ToolHive Runtime Authoring Guide

October 13, 2025 · View on GitHub

This guide defines a stable, implementation-agnostic contract for adding new ToolHive runtimes.

Contents

Scope and glossary
Runtime contract (capabilities and API shape)
Workload lifecycle (deploy, list, info, logs, stop, remove, attach)
Transports and port exposure
Network isolation reference design
Permissions and security mapping
Secrets handling
Labeling and discoverability
Idempotency and reconciliation
Error handling, logging, and monitoring
Observability and telemetry
Testing and conformance
Security posture hardening guidelines
Performance and scalability considerations
Compatibility and portability
Implementation checklist
Acceptance criteria

1. Scope and glossary

Runtime: A backend that materializes an MCP server as a managed “workload” on a given platform (e.g., Docker, Kubernetes, future platforms).
Workload: The process/container/pod that runs the MCP server.
Auxiliary components: Supporting processes/containers (DNS, egress proxy, ingress proxy) created to implement network isolation and ingress exposure.
Transport: How ToolHive proxies communicate with the MCP server:
- stdio (no network exposure)
- SSE
- Streamable HTTP
Permission profile: A JSON-level description of allowed file-system access, process privileges, and network policy for a workload. The CLI resolves profiles and passes an effective configuration to the runtime.
Isolation: When enabled, ToolHive enforces outbound network ACLs via an egress proxy, restricts DNS via a DNS service, and, for non-stdio transports, exposes ingress only through a controlled proxy.

2. Runtime contract

A runtime must implement the following capabilities with consistent semantics:

Deploy workload
- Inputs: See RunConfig struct in pkg/runner/config.go for the complete set of parameters including image reference, workload name, command/args, environment variables, labels, permission profile, transport type, deploy options, and network isolation flag.
- Output: an integer host port when the transport requires ingress exposure; otherwise 0 (e.g., stdio).
- Constraints:
  - Note on current implementation: As of this writing, thv run returns an error if a workload with the same name already exists. The desired behavior described below represents the target state for runtime implementations.
  - Idempotent (target behavior): If the same workload (by name) already exists with the same effective configuration, reuse it and start if stopped.
  - Reconcile differences: If configuration diverges, replace the workload accordingly.
List workloads
- Return a list of managed workloads, excluding auxiliary components used for isolation.
- Include human-readable status string, normalized WorkloadStatus enum, labels, created time, and port mappings.
Get workload info
- Return a detailed view for a single workload, including normalized state, labels, created time, and port mappings.
Get workload logs
- Return combined stdout/stderr, optionally following.
Stop workload
- Idempotent: Success if already stopped or missing.
- If isolated, attempt to stop auxiliary components (best-effort).
Remove workload
- Idempotent: Success if already removed.
- Remove auxiliary components and internal networks for isolated workloads (best-effort).
Attach (optional, platform-dependent)
- Provide an interactive stdio attach for platforms that support it (e.g., Kubernetes exec/attach semantics).

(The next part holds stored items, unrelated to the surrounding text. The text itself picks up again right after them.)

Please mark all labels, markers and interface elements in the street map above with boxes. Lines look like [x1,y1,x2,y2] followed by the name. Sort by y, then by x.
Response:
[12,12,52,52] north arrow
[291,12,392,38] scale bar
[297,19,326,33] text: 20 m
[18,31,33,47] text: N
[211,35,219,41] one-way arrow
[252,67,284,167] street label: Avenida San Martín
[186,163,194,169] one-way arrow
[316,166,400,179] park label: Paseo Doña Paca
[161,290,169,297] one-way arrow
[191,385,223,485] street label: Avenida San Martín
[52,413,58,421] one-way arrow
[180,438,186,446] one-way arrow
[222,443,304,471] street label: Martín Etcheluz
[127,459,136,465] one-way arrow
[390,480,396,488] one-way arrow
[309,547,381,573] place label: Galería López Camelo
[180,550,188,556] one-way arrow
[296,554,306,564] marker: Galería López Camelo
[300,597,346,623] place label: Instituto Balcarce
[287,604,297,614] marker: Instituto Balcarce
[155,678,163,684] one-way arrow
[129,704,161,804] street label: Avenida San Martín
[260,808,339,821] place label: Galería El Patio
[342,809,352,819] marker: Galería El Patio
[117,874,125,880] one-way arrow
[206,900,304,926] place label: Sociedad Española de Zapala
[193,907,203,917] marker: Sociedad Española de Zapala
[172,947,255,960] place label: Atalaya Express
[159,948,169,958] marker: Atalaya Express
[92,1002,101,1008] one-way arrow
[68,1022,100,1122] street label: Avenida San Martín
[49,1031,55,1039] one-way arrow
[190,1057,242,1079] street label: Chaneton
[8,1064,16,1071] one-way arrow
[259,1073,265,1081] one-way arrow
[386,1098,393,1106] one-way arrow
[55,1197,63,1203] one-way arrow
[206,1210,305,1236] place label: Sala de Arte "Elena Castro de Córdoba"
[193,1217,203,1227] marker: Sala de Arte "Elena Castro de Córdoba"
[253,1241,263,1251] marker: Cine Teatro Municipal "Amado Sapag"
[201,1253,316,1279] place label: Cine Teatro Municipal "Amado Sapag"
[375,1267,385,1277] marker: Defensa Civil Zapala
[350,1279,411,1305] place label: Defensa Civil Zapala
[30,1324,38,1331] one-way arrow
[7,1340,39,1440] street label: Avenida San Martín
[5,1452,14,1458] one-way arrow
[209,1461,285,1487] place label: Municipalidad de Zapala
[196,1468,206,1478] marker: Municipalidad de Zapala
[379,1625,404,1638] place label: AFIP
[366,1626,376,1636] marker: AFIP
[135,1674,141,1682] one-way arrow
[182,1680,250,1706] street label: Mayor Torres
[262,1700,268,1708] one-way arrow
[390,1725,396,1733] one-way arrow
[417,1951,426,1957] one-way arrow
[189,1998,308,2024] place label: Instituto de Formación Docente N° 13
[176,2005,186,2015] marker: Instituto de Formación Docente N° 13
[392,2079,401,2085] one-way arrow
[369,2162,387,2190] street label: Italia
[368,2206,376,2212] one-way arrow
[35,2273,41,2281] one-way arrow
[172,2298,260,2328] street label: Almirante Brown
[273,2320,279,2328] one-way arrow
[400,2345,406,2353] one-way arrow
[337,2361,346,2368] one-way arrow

Data model expectations (conceptual, not code):

ContainerInfo:
- name: unique workload name
- image: original image string
- status: human-readable (e.g., “Up 1m”, “Pending”)
- state: normalized enum (Running, Starting, Stopped, Removing, Unknown)
- created: timestamp
- labels: map[string]string
- ports: list of {containerPort, hostPort, protocol}
DeployWorkloadOptions (conceptual):
- attachStdio: bool (attach stdin/stdout/stderr; typically true for stdio transport, false for HTTP-based transports)
- exposedPorts: map of “port/proto” -> empty struct (e.g., “8080/tcp”)
- portBindings: map of “port/proto” -> list of {hostIP, hostPort}
- platform-specific extension fields (e.g., Kubernetes pod template patch) must be optional and ignored by other runtimes.

3. Workload lifecycle

Deploy

Resolve and validate the effective permission configuration and deploy options.
Ensure the image is available (pull, or gracefully continue if present locally and pull fails).
If isolateNetwork=false:
- Configure filesystem and process security from the permission config.
- Configure exposed ports and host port bindings if the transport needs ingress.
If isolateNetwork=true:
- Build the isolation topology (see Network isolation reference design).
- Inject proxy environment variables (HTTP_PROXY, HTTPS_PROXY, NO_PROXY) into the workload.
- For non-stdio transports, publish a host port via an ingress proxy and return the assigned port.
Apply standard labels (see Labeling and discoverability).
If attachStdio=true, enable interactive session wiring where platform supports it (does not impact return semantics).
Return 0 for stdio transport, or the published host port for SSE/Streamable HTTP.

Info

Provide the same normalization guarantees as List but for a single workload.
Do not assume the workload is running; report current state.

Logs

Provide combined stdout/stderr, with follow semantics if requested.
Never include secrets in logs; redact or avoid printing environment variable values.

Stop

If the workload is running, request graceful termination with a reasonable timeout.
If the workload participated in isolation, best-effort stop of auxiliary components.
If not found, success (idempotency).

Remove

Remove workload and auxiliary resources; clean up isolation networks when orphaned.
If not found, success (idempotency).

4. Transports and port exposure

stdio
- No network exposure.
- Deploy returns hostPort=0.
- Communication runs over stdio via the ToolHive proxy process.
SSE and Streamable HTTP
- The MCP server exposes an HTTP endpoint.
- Non-isolated: publish a host port with a deterministic or random binding (respect input mappings).
- Isolated: front with an ingress HTTP proxy that publishes a host port and reverse-proxies to the internal service.

Port binding policy

When the caller supplied an explicit host port mapping for a user-facing workload, honor it (except when isolation forces ingress proxy ownership of the host port).
For automatic/random port assignment, set exactly one host port per deployment for the primary exposed service.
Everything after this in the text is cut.